Methodology and Instrumentation

• Instrument: Agilent 8900 Triple Quadrupole ICP-MS (#200, semiconductor configuration) operated in MS/MS mode, employing Q1 and Q2 mass filters to control cell chemistry and reject unwanted ions prior to the collision/reaction cell.
• Sample introduction: PFA concentric nebulizer, quartz spray chamber, quartz torch, platinum interface cones. Overnight rinse with 1% HNO₃ and plasma warm-up ensured system cleanliness.
• Operating parameters: RF power 1500 W; sampling depth 8.0 mm; carrier gas 0.70 L/min; makeup gas 0.52 L/min; extraction lenses 4.0 V and –210 V; Omega lens bias –80 V; Omega lens 8.0 V.
• Reaction cell tuning: – O₂ mass-shift mode for P and S (mass pairs 31→47, 32→48), O₂ flow 0.41 mL/min, OctpBias –3 V, KED –8 V, axial acceleration 1 V, cell exit –90 V, deflect 8 V. – H₂ on-mass mode for Si (28→28), H₂ flow 5.0 mL/min, OctpBias –18 V, KED 0 V, cell exit –70 V, deflect –6 V, plate bias –60 V. – H₂ mass-shift mode for Cl (35→37), H₂ flow 5.0 mL/min, OctpBias –18 V, KED 0 V, cell exit –70 V, deflect –6 V.
• Reagents and calibration: Single-element standards (SPEX CertiPrep) diluted in UPW (ORGANO).

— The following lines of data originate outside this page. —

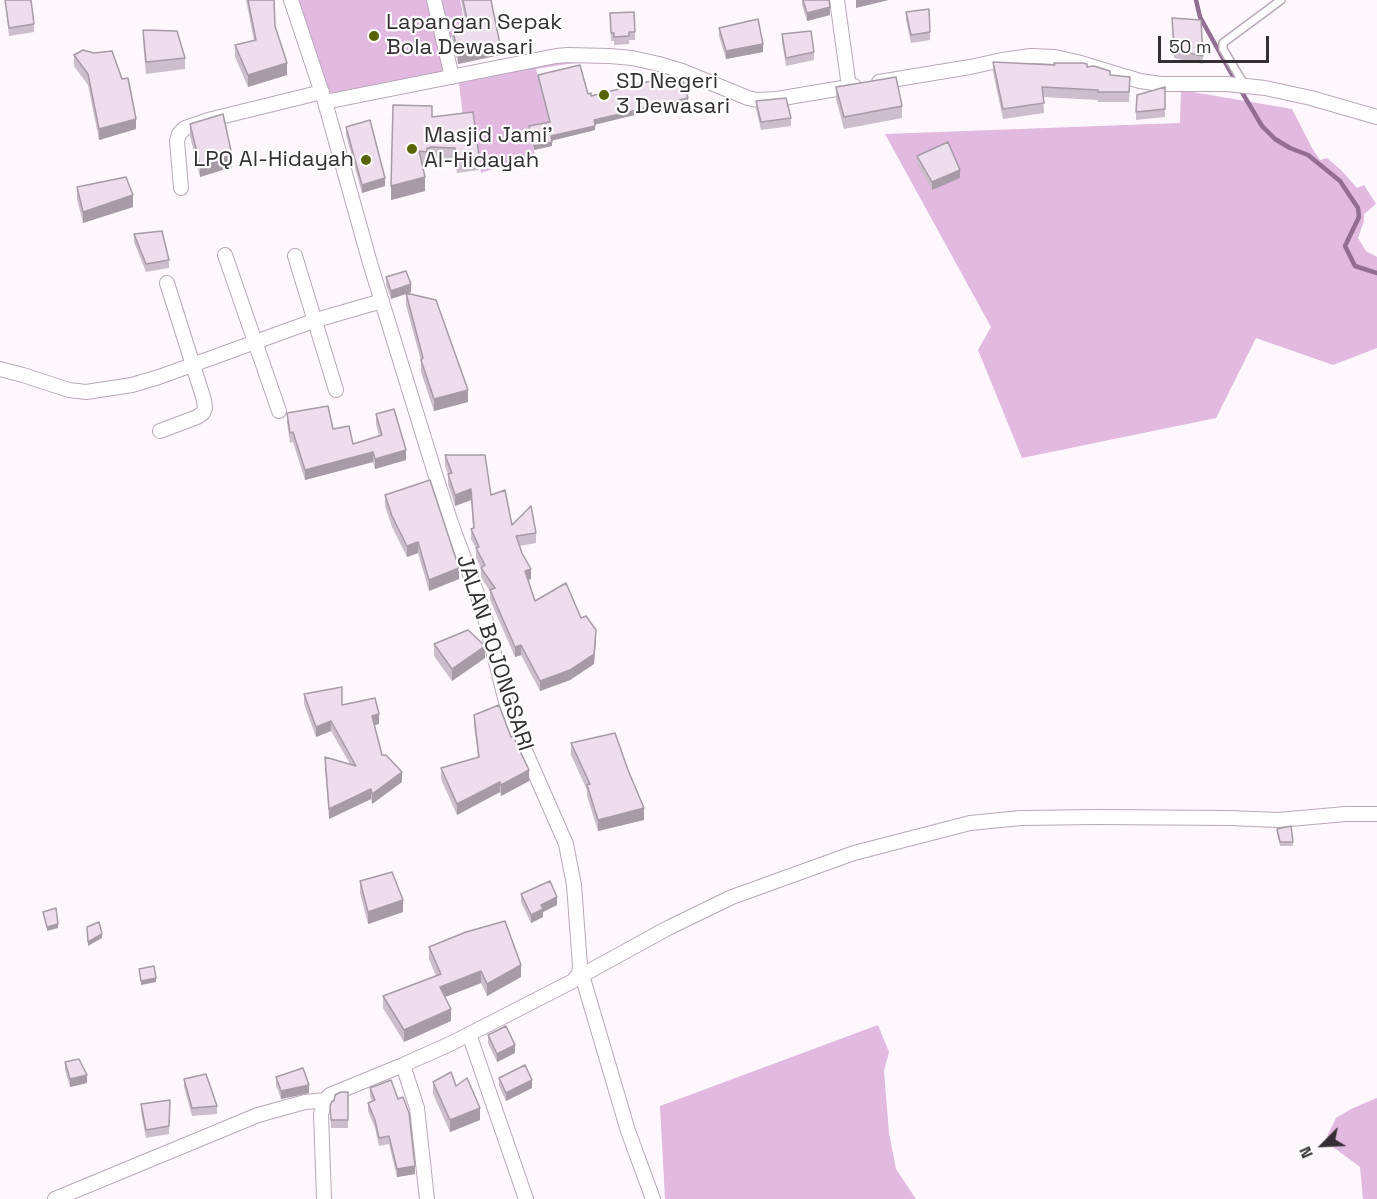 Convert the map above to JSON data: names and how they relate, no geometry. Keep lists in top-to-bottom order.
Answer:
{
  "streets": {
    "street": ["JALAN BOJONGSARI"]
  },
  "places": [
    "Lapangan Sepak Bola Dewasari",
    "SD Negeri 3 Dewasari",
    "Masjid Jami' Al-Hidayah",
    "LPQ Al-Hidayah"
  ],
  "scale_bar": "50 m",
  "north": "bottom left"
}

High-purity HCl for Cl standards. Standard addition calibration with 1% TMAH rinse for Cl analyses. Integration time 1 s per isotope.

Key Results and Discussion

Good linearity was observed at sub-ppb levels for P, S, Si and Cl in UPW and for P, S and Si in H2O2 using standard addition. Detection limits (3σ of blank, 1 s integration) and BECs were as follows:

• UPW: P BEC 10.5 ppt (DL 3.3 ppt), S BEC 75.4 ppt (DL 5.5 ppt), Si BEC 259 ppt (DL 14.7 ppt), Cl BEC 1.83 ppb (DL 0.28 ppb).
• H2O2: P BEC 16.2 ppt (DL 2.3 ppt), S BEC 244 ppt (DL 12.5 ppt), Si BEC 492 ppt (DL 18.8 ppt).

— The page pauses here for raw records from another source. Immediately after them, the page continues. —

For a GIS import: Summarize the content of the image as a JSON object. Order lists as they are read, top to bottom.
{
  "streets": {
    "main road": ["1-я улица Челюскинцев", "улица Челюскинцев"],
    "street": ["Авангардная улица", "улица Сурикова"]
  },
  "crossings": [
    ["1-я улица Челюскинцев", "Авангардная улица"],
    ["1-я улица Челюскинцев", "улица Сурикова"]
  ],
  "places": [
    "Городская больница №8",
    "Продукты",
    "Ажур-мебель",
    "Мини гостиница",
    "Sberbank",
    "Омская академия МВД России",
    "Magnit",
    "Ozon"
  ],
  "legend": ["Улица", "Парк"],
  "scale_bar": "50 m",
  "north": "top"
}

The MS/MS configuration effectively eliminated major polyatomic overlaps (e.g., 16O2+ on S, 14N16O+ on P, 14N2+ on Si, 16O18O1H+ on Cl), yielding the lowest reported BECs for these elements in UPW.

Benefits and Practical Applications of the Method

• Reliable interference removal via dual mass filters and tailored reaction cell chemistry.
• Sub-ppt detection limits enabling trace impurity monitoring in semiconductor-grade chemicals.
• Simultaneous multi-element analysis of non-metallic contaminants in ultrapure matrices.
• Robust workflow suitable for QA/QC laboratories requiring high sensitivity and throughput.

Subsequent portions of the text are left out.